Every entry must be given again exactly as it is written.
#### DATA FOR THIS TASK
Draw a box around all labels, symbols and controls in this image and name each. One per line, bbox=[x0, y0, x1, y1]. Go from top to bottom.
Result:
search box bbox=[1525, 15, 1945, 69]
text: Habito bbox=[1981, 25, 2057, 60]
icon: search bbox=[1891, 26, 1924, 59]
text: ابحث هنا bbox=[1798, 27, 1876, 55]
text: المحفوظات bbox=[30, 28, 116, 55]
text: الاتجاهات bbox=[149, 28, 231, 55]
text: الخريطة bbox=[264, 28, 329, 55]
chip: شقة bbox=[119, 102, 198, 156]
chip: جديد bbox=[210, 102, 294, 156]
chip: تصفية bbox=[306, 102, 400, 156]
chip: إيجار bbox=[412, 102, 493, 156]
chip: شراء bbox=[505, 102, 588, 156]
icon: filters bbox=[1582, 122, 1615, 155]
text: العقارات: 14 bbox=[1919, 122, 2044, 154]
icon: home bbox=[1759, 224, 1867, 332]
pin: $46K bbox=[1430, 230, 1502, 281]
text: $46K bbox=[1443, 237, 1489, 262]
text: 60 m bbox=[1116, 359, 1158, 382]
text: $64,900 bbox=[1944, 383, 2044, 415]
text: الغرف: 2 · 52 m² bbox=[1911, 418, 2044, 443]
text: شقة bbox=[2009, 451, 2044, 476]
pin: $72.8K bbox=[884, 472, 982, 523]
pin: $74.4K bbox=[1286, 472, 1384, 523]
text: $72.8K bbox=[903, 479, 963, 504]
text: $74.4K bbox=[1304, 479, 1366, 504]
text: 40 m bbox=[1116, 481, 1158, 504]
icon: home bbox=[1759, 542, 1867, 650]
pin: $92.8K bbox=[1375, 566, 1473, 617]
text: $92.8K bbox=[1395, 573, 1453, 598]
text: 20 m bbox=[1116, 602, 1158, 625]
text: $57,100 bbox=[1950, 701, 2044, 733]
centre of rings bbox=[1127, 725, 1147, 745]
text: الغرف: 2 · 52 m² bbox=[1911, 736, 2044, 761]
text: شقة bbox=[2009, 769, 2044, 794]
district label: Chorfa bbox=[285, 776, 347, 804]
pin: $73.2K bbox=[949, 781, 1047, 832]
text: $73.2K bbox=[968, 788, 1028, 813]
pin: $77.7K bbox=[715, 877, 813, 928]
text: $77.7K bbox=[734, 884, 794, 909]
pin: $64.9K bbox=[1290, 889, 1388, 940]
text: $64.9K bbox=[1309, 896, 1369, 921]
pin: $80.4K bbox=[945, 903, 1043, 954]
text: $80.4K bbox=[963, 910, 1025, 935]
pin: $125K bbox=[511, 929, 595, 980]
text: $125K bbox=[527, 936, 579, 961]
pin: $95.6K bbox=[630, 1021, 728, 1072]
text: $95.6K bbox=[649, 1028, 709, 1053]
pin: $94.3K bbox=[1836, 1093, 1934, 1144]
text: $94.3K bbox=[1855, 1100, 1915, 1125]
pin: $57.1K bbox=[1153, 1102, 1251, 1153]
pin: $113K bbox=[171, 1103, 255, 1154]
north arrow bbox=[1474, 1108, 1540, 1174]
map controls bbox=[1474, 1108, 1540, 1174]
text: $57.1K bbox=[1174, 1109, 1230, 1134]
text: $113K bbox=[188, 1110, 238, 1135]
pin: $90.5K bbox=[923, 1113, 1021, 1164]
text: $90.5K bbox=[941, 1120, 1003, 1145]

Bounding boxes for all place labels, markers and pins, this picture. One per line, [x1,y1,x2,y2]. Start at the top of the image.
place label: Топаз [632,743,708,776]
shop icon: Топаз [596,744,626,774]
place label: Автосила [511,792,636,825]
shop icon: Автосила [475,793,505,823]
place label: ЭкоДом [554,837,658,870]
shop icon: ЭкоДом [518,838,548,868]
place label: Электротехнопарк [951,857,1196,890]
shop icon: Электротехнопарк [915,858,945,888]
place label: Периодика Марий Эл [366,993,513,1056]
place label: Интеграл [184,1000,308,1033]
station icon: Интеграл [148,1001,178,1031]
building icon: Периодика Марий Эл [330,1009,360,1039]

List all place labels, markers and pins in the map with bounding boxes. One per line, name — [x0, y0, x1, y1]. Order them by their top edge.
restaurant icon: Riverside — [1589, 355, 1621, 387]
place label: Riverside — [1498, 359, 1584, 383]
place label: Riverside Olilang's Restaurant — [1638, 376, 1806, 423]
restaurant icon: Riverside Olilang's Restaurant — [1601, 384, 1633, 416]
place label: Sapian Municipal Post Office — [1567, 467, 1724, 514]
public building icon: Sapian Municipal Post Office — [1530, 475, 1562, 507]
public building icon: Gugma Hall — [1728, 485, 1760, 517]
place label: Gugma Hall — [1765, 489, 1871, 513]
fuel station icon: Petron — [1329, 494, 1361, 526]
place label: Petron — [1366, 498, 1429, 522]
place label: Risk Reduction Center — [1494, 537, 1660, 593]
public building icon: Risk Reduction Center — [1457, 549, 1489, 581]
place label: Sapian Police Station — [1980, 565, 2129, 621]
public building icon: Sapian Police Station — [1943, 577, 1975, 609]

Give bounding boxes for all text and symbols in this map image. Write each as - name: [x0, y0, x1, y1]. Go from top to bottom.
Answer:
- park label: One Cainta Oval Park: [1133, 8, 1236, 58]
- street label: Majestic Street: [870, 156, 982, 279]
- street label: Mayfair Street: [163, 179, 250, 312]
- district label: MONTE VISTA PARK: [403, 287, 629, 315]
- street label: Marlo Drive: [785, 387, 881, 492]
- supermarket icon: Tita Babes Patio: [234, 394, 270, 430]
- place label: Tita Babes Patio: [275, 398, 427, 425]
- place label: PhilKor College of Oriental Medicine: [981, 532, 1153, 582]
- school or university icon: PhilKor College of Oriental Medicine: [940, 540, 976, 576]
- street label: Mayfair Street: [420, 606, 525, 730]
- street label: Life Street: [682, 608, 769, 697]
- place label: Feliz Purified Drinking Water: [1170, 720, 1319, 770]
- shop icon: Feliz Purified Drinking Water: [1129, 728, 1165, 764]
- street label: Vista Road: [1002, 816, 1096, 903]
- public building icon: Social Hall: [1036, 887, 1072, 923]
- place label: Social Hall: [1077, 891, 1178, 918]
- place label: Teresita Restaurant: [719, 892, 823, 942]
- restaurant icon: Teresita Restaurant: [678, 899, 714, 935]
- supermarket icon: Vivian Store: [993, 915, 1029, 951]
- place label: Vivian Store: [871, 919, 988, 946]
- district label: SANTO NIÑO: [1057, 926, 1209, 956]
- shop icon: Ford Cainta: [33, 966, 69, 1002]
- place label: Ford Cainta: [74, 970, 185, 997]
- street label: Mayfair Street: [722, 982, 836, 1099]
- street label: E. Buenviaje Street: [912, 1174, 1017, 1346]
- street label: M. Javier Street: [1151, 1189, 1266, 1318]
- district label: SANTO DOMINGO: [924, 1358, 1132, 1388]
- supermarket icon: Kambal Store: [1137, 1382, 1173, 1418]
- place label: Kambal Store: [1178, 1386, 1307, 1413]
########
YOUR RESPONSE:
Draw a box around all labels, symbols and controls in this image and name each. One per line, bbox=[x0, y0, x1, y1]. Go from top to bottom.
Result:
search box bbox=[1525, 15, 1945, 69]
text: Habito bbox=[1981, 25, 2057, 60]
icon: search bbox=[1891, 26, 1924, 59]
text: ابحث هنا bbox=[1798, 27, 1876, 55]
text: المحفوظات bbox=[30, 28, 116, 55]
text: الاتجاهات bbox=[149, 28, 231, 55]
text: الخريطة bbox=[264, 28, 329, 55]
chip: شقة bbox=[119, 102, 198, 156]
chip: جديد bbox=[210, 102, 294, 156]
chip: تصفية bbox=[306, 102, 400, 156]
chip: إيجار bbox=[412, 102, 493, 156]
chip: شراء bbox=[505, 102, 588, 156]
icon: filters bbox=[1582, 122, 1615, 155]
text: العقارات: 14 bbox=[1919, 122, 2044, 154]
icon: home bbox=[1759, 224, 1867, 332]
pin: $46K bbox=[1430, 230, 1502, 281]
text: $46K bbox=[1443, 237, 1489, 262]
text: 60 m bbox=[1116, 359, 1158, 382]
text: $64,900 bbox=[1944, 383, 2044, 415]
text: الغرف: 2 · 52 m² bbox=[1911, 418, 2044, 443]
text: شقة bbox=[2009, 451, 2044, 476]
pin: $72.8K bbox=[884, 472, 982, 523]
pin: $74.4K bbox=[1286, 472, 1384, 523]
text: $72.8K bbox=[903, 479, 963, 504]
text: $74.4K bbox=[1304, 479, 1366, 504]
text: 40 m bbox=[1116, 481, 1158, 504]
icon: home bbox=[1759, 542, 1867, 650]
pin: $92.8K bbox=[1375, 566, 1473, 617]
text: $92.8K bbox=[1395, 573, 1453, 598]
text: 20 m bbox=[1116, 602, 1158, 625]
text: $57,100 bbox=[1950, 701, 2044, 733]
centre of rings bbox=[1127, 725, 1147, 745]
text: الغرف: 2 · 52 m² bbox=[1911, 736, 2044, 761]
text: شقة bbox=[2009, 769, 2044, 794]
district label: Chorfa bbox=[285, 776, 347, 804]
pin: $73.2K bbox=[949, 781, 1047, 832]
text: $73.2K bbox=[968, 788, 1028, 813]
pin: $77.7K bbox=[715, 877, 813, 928]
text: $77.7K bbox=[734, 884, 794, 909]
pin: $64.9K bbox=[1290, 889, 1388, 940]
text: $64.9K bbox=[1309, 896, 1369, 921]
pin: $80.4K bbox=[945, 903, 1043, 954]
text: $80.4K bbox=[963, 910, 1025, 935]
pin: $125K bbox=[511, 929, 595, 980]
text: $125K bbox=[527, 936, 579, 961]
pin: $95.6K bbox=[630, 1021, 728, 1072]
text: $95.6K bbox=[649, 1028, 709, 1053]
pin: $94.3K bbox=[1836, 1093, 1934, 1144]
text: $94.3K bbox=[1855, 1100, 1915, 1125]
pin: $57.1K bbox=[1153, 1102, 1251, 1153]
pin: $113K bbox=[171, 1103, 255, 1154]
north arrow bbox=[1474, 1108, 1540, 1174]
map controls bbox=[1474, 1108, 1540, 1174]
text: $57.1K bbox=[1174, 1109, 1230, 1134]
text: $113K bbox=[188, 1110, 238, 1135]
pin: $90.5K bbox=[923, 1113, 1021, 1164]
text: $90.5K bbox=[941, 1120, 1003, 1145]

Bounding boxes for all place labels, markers and pins, this picture. One per line, [x1,y1,x2,y2]. Start at the top of the image.
place label: Топаз [632,743,708,776]
shop icon: Топаз [596,744,626,774]
place label: Автосила [511,792,636,825]
shop icon: Автосила [475,793,505,823]
place label: ЭкоДом [554,837,658,870]
shop icon: ЭкоДом [518,838,548,868]
place label: Электротехнопарк [951,857,1196,890]
shop icon: Электротехнопарк [915,858,945,888]
place label: Периодика Марий Эл [366,993,513,1056]
place label: Интеграл [184,1000,308,1033]
station icon: Интеграл [148,1001,178,1031]
building icon: Периодика Марий Эл [330,1009,360,1039]

List all place labels, markers and pins in the map with bounding boxes. One per line, name — [x0, y0, x1, y1]. Order them by their top edge.
restaurant icon: Riverside — [1589, 355, 1621, 387]
place label: Riverside — [1498, 359, 1584, 383]
place label: Riverside Olilang's Restaurant — [1638, 376, 1806, 423]
restaurant icon: Riverside Olilang's Restaurant — [1601, 384, 1633, 416]
place label: Sapian Municipal Post Office — [1567, 467, 1724, 514]
public building icon: Sapian Municipal Post Office — [1530, 475, 1562, 507]
public building icon: Gugma Hall — [1728, 485, 1760, 517]
place label: Gugma Hall — [1765, 489, 1871, 513]
fuel station icon: Petron — [1329, 494, 1361, 526]
place label: Petron — [1366, 498, 1429, 522]
place label: Risk Reduction Center — [1494, 537, 1660, 593]
public building icon: Risk Reduction Center — [1457, 549, 1489, 581]
place label: Sapian Police Station — [1980, 565, 2129, 621]
public building icon: Sapian Police Station — [1943, 577, 1975, 609]

Give bounding boxes for all text and symbols in this map image. Write each as - name: [x0, y0, x1, y1]. Go from top to bottom.
Answer:
- park label: One Cainta Oval Park: [1133, 8, 1236, 58]
- street label: Majestic Street: [870, 156, 982, 279]
- street label: Mayfair Street: [163, 179, 250, 312]
- district label: MONTE VISTA PARK: [403, 287, 629, 315]
- street label: Marlo Drive: [785, 387, 881, 492]
- supermarket icon: Tita Babes Patio: [234, 394, 270, 430]
- place label: Tita Babes Patio: [275, 398, 427, 425]
- place label: PhilKor College of Oriental Medicine: [981, 532, 1153, 582]
- school or university icon: PhilKor College of Oriental Medicine: [940, 540, 976, 576]
- street label: Mayfair Street: [420, 606, 525, 730]
- street label: Life Street: [682, 608, 769, 697]
- place label: Feliz Purified Drinking Water: [1170, 720, 1319, 770]
- shop icon: Feliz Purified Drinking Water: [1129, 728, 1165, 764]
- street label: Vista Road: [1002, 816, 1096, 903]
- public building icon: Social Hall: [1036, 887, 1072, 923]
- place label: Social Hall: [1077, 891, 1178, 918]
- place label: Teresita Restaurant: [719, 892, 823, 942]
- restaurant icon: Teresita Restaurant: [678, 899, 714, 935]
- supermarket icon: Vivian Store: [993, 915, 1029, 951]
- place label: Vivian Store: [871, 919, 988, 946]
- district label: SANTO NIÑO: [1057, 926, 1209, 956]
- shop icon: Ford Cainta: [33, 966, 69, 1002]
- place label: Ford Cainta: [74, 970, 185, 997]
- street label: Mayfair Street: [722, 982, 836, 1099]
- street label: E. Buenviaje Street: [912, 1174, 1017, 1346]
- street label: M. Javier Street: [1151, 1189, 1266, 1318]
- district label: SANTO DOMINGO: [924, 1358, 1132, 1388]
- supermarket icon: Kambal Store: [1137, 1382, 1173, 1418]
- place label: Kambal Store: [1178, 1386, 1307, 1413]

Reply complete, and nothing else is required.